I knew I needed to exercise. But with two young kids making time to go running or go to the gym was difficult and stressful. But I found I could bike to work in pretty much the same time as what it took door-to-door with my normal commute on the train. This meant I could get in two hours of quality exerise each work day without any additional impact on time with my family.

For me this was key to being able to develop exercise into a habit.

3 - Get organised, get prepared

I find it hard to be organised. My room and desk are testament to this. But being disorganised was a killer to establishing good nutrition and exercise as habits. What I do now is make all my lunches and snacks for the coming week at one go in the weekend and then freeze them. This takes less than an hour and afterwards I have my lunch and snack food for the whole week sorted.

When I comes to exercise I make sure I get the gear I need for biking to work (clothes, wallet, work access card, etc) packed the night before. I make a green smoothie for breakfast and put it in the fridge. Based on the weather forecast I work out what cycling gear to use and lay it out the night before. Because of these preps, when I get out of bed at 05:30 in the morning it doesn't take any mental energy to get myself dressed, have breakfast and out on the road.

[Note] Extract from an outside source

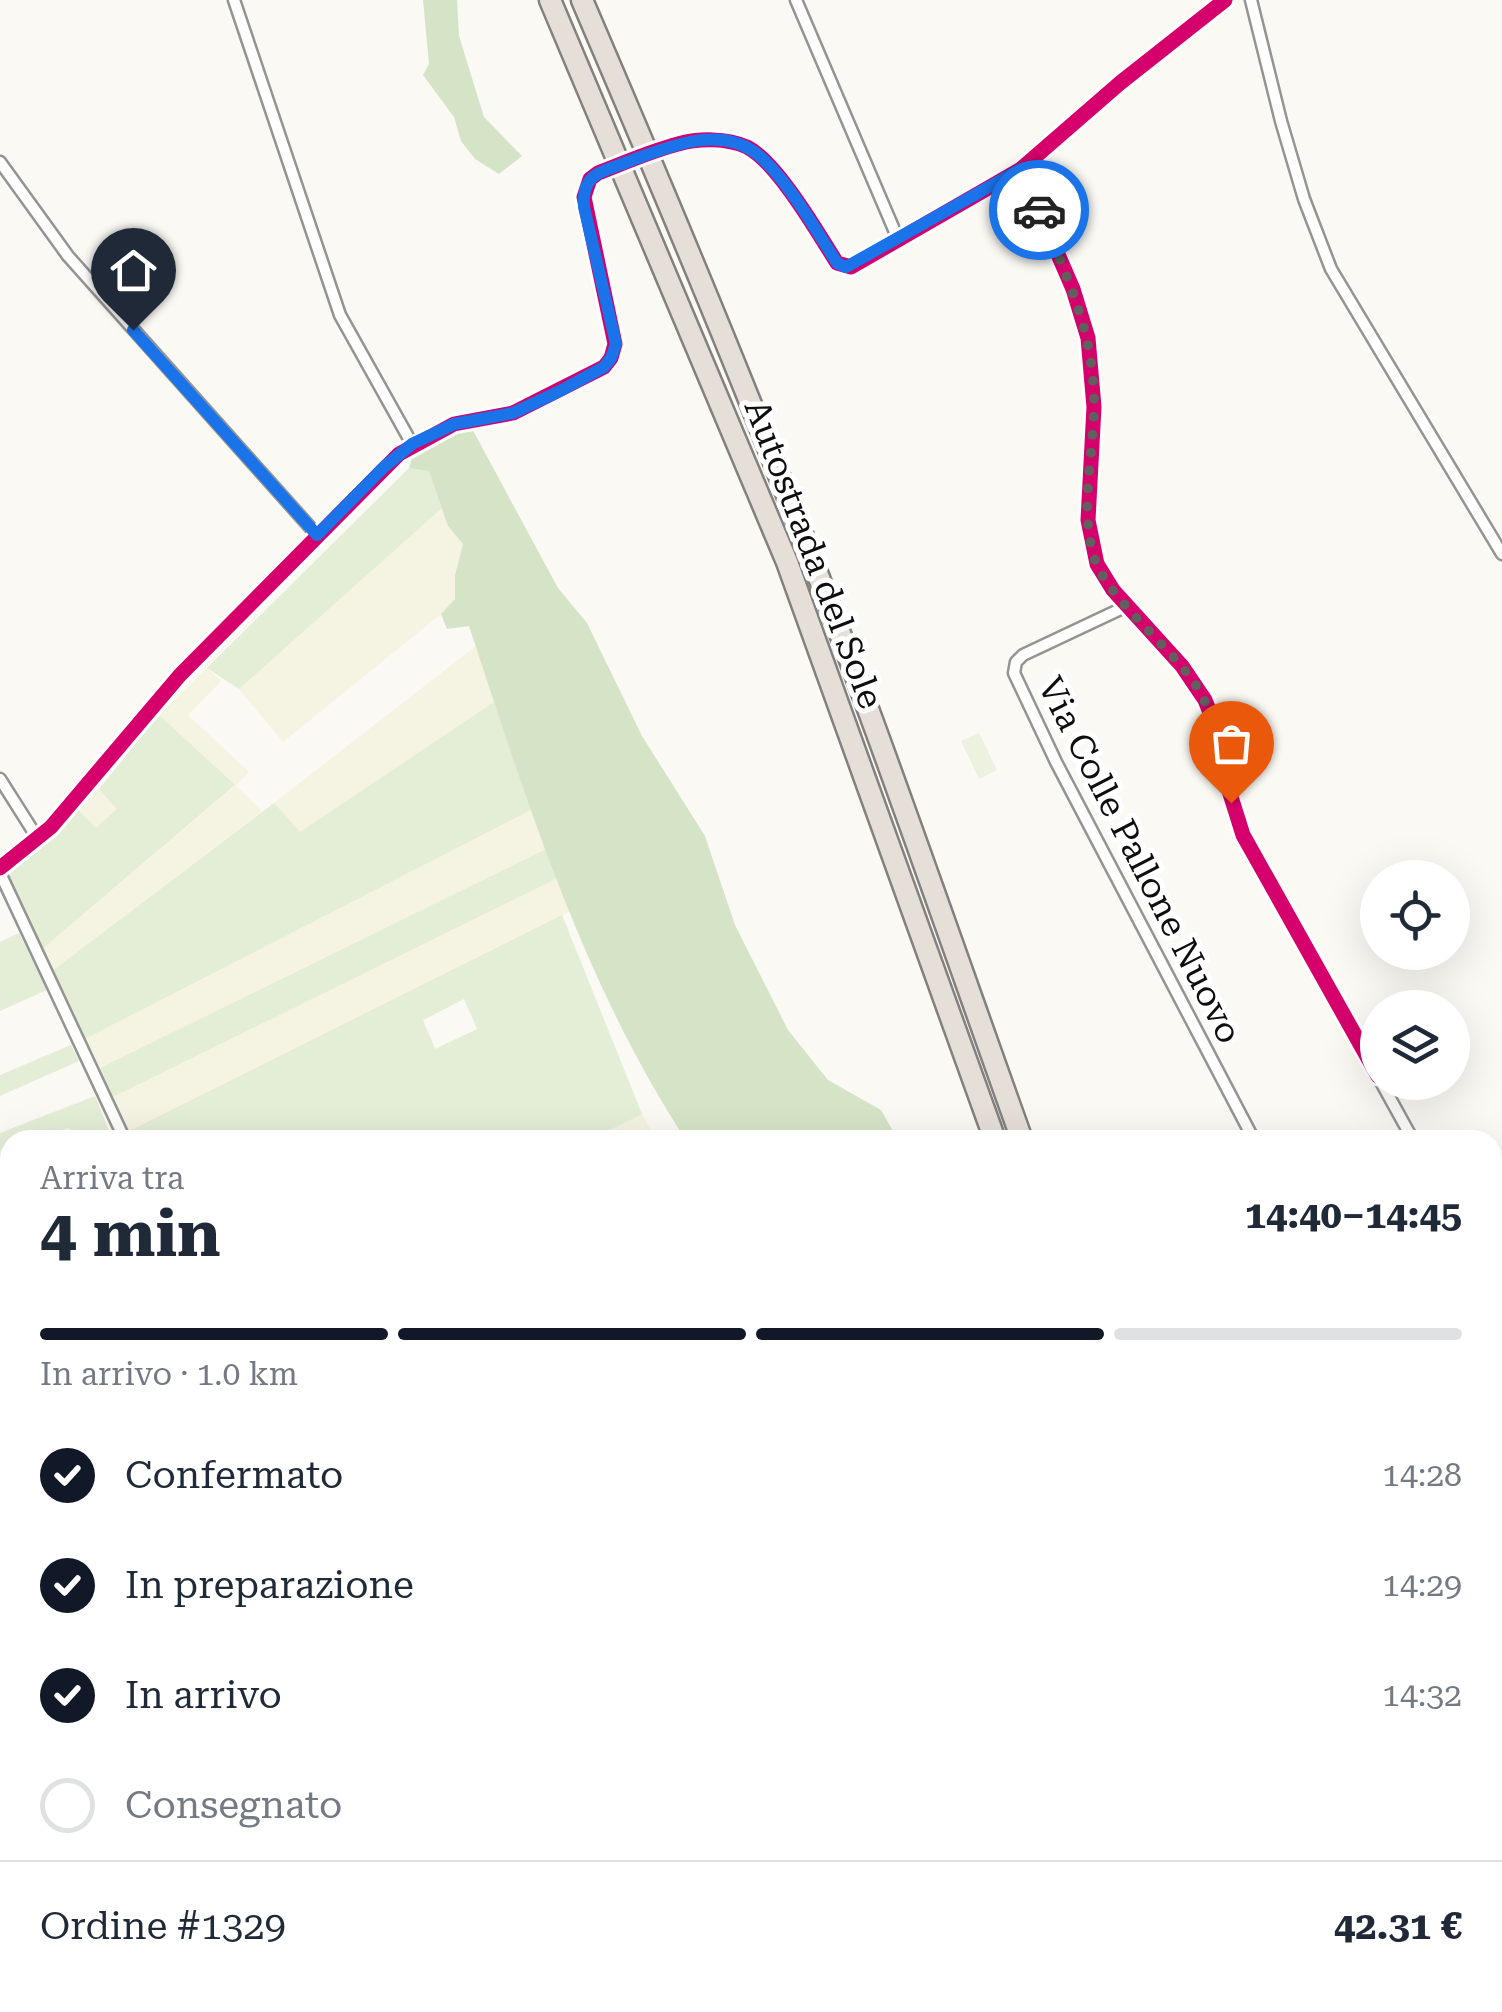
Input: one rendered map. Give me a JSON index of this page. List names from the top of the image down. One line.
{"streets":{"highway":["Autostrada del Sole"],"street":["Via Colle Pallone Nuovo"]},"page":{"heading":["4 min","Arriva tra","14:40–14:45"],"panel":["Ordine #1329","42.31 €"],"bar":"In arrivo · 1.0 km","list":[["Confermato","14:28"],["In preparazione","14:29"],["In arrivo","14:32"],"Consegnato"]}}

4 - Use willpower to get through the first few days Before I made change to my diet I used to have a fair bit of sugar, fat and processed food in my diet. My diet wasn't awful but definitely I had the more than occasional chocolate bar to fight off the mid-afternoon dip and used to 'help' my kids finish their ice creams, etc. Giving up sugar was hard. But it was only hard for the first few days. It took a lot of willpower to get through those first few days but after that the cravings wore off. Now I don't crave sugary foods anymore.

5 - Focus on one thing at a time

It's easy to get swept away in a 'New years resolution' type fever and find 10 or 20 things you want to change. In my opinion (and experience with my own resolutions!) that's just setting yourself up for failure. What works best for me is to focus on just one thing. One change. Once you embed that and it becomes a habit then focus on something else. But not two things at one time and definitely not 5 or 10.

zondag 17 februari 2013

Starting a 40 day meditation challenge (anyone wanna join in?)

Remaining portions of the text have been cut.